Tutti questi elementi, con le loro varianti e le loro contraddittorietà, confluiranno da domani nel convegno che la Società psicoanalitica italiana ha organizzato sul tema «Identità e cambiamento. Lo spazio del soggetto», invocando due termini che pure non appartengono specificamente al lessico e alla concettualizzazione psicoanalitica, e segnando una tappa significativa nel progetto di dedicare, ogni quattro anni, un congresso nazionale all’ascolto dei disagi degli esseri umani nell’attuale contesto sociale, culturale e clinico.

I lavori in corso

La relazione di apertura sarà affidata a Fernando Riolo, l’attuale presidente della Società psicoanalitica italiana, mentre poi il tema delle identificazioni come ponte tra mondo interno e mondo esterno sarà affrontato, nella stessa giornata, dalle relazioni di Anna Ferruta e Lucio Russo.

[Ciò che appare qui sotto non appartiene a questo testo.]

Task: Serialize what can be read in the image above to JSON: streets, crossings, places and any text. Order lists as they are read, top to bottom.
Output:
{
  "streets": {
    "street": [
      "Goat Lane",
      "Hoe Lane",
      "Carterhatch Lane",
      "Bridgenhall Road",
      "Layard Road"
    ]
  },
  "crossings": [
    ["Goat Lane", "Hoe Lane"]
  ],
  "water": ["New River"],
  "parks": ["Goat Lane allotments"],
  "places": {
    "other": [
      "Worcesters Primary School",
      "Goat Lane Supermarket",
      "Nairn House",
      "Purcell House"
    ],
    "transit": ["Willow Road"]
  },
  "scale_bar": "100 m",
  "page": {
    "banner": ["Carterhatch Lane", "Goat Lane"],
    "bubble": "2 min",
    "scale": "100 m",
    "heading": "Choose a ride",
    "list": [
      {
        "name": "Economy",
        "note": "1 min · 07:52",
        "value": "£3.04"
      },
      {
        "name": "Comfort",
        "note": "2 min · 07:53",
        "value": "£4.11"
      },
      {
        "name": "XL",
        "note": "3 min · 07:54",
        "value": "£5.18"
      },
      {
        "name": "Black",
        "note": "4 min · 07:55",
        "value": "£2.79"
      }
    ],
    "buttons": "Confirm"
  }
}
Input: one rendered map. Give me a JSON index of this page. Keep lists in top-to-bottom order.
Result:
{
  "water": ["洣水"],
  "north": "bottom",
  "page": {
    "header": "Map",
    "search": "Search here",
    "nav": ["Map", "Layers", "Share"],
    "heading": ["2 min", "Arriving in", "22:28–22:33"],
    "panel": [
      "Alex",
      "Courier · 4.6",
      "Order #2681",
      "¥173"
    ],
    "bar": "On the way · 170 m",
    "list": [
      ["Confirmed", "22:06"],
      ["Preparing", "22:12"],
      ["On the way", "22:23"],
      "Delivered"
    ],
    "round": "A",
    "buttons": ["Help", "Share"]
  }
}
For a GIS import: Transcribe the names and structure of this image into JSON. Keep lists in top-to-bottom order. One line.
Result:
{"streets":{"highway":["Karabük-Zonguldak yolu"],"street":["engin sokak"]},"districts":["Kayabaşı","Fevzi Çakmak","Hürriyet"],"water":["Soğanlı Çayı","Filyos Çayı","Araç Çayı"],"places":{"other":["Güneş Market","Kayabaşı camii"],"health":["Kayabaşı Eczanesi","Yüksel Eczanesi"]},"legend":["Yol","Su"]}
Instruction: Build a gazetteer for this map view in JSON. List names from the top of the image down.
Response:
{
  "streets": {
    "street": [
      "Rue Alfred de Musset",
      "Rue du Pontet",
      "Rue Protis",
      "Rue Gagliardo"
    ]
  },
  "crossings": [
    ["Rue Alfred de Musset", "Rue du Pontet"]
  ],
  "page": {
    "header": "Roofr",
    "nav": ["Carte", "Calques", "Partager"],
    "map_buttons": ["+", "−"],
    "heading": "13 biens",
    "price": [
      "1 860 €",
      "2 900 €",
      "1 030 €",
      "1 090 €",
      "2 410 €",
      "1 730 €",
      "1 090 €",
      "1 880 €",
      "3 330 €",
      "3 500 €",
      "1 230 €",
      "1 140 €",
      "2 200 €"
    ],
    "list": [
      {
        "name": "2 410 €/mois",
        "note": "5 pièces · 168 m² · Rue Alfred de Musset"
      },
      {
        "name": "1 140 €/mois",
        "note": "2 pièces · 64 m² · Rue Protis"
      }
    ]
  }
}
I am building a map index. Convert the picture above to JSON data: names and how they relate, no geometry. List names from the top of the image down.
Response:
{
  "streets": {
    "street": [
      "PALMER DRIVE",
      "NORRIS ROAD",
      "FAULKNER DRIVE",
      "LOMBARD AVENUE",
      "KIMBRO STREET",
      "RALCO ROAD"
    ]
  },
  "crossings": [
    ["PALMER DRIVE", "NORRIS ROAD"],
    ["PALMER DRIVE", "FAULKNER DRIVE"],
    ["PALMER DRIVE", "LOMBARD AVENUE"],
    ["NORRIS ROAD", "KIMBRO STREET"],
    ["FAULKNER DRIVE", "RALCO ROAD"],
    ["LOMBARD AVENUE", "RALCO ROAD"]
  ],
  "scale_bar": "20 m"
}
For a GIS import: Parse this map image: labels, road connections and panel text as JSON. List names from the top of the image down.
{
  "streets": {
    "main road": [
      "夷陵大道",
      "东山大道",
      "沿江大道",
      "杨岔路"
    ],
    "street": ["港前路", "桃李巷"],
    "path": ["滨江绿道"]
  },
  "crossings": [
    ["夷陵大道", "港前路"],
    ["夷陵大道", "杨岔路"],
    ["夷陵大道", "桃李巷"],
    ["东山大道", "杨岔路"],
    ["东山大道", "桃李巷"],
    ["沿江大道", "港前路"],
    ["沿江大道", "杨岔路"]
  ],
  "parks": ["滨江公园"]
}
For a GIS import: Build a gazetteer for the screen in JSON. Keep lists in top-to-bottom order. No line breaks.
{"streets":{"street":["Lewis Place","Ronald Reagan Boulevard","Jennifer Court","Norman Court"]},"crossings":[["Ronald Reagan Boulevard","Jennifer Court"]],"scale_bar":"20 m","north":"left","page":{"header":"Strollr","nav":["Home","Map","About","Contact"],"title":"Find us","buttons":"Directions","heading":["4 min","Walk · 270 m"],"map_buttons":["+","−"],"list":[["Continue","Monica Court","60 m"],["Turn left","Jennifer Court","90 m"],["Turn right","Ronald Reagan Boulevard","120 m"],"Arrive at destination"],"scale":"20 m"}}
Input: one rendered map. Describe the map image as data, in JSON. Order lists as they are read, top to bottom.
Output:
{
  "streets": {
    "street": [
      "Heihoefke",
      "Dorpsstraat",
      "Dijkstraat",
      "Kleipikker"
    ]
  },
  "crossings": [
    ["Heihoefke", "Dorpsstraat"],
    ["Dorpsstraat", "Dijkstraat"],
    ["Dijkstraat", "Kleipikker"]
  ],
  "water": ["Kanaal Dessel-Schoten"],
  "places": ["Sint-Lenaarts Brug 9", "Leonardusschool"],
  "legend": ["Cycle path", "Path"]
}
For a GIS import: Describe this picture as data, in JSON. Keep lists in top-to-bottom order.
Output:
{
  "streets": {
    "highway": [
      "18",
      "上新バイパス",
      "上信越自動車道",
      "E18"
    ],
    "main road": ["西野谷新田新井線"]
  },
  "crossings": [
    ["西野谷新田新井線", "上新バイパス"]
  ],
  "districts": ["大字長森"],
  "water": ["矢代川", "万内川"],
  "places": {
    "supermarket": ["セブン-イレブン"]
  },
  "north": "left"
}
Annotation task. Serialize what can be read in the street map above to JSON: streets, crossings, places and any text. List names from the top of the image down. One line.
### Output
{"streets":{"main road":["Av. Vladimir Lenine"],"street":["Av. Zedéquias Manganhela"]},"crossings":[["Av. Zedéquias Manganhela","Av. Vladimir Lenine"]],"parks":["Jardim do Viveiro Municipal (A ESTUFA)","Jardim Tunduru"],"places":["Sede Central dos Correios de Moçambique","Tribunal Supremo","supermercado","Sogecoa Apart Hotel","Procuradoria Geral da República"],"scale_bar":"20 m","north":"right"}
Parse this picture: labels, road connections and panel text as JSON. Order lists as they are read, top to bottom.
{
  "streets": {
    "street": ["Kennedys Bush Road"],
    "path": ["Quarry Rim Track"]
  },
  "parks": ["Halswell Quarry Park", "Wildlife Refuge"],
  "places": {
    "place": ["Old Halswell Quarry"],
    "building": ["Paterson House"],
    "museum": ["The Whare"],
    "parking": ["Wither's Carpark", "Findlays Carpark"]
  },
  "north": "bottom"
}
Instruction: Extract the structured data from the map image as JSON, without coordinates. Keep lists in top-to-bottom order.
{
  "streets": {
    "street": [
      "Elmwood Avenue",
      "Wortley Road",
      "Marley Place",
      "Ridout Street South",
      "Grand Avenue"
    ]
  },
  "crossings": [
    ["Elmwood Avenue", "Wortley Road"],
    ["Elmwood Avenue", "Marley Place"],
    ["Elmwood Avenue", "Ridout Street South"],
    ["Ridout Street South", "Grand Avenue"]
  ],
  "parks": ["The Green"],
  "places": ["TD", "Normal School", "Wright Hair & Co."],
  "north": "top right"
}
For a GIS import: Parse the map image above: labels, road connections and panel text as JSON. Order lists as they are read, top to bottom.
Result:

Il convegno ospiterà inoltre contributi del sociologo Marc Augé, dell’architetto Vittorio Gregotti, dell’epistemologo Mauro Ceruti e del semiologo Paolo Fabbri, mentre sul fronte della psicoanalisi parlerà, anche, tra gli ospiti stranieri, René Kaës. Di certo l’attualità sociale e culturale sembra imporre alla psicoanalisi, ancora più di quanto non avvenisse in passato, l’esigenza di incontrare altre discipline, altri ricercatori e altre esperienze; ma d’altra parte oggi c’è la necessità di una ancora maggiore attenzione nello schivare i rischi di cadere nel sociologismo, nello psicologismo, nel biologismo, nell’etnologismo, evitando di smarrire la peculiarità del metodo psicoanalitico e del suo oggetto specifico. Alla psicoanalisi è altresì necessario non rinunciare a articolare un più deciso e rinnovato sforzo di teorizzazione, evitando di confinarsi in una pratica apparentemente autosufficiente, cosa che Freud stesso scongiurava: «L’uso terapeutico dell’analisi è soltanto una delle sue applicazioni, e l’avvenire dimostrerà forse che non è la più importante». In quanto «dottrina dell’inconscio psichico - aggiungeva - può divenire indispensabile per tutte le scienze che studiano la storia delle origini della civiltà umana e delle sue grandi istituzioni, come l’arte, la religione e l’organizzazione sociale».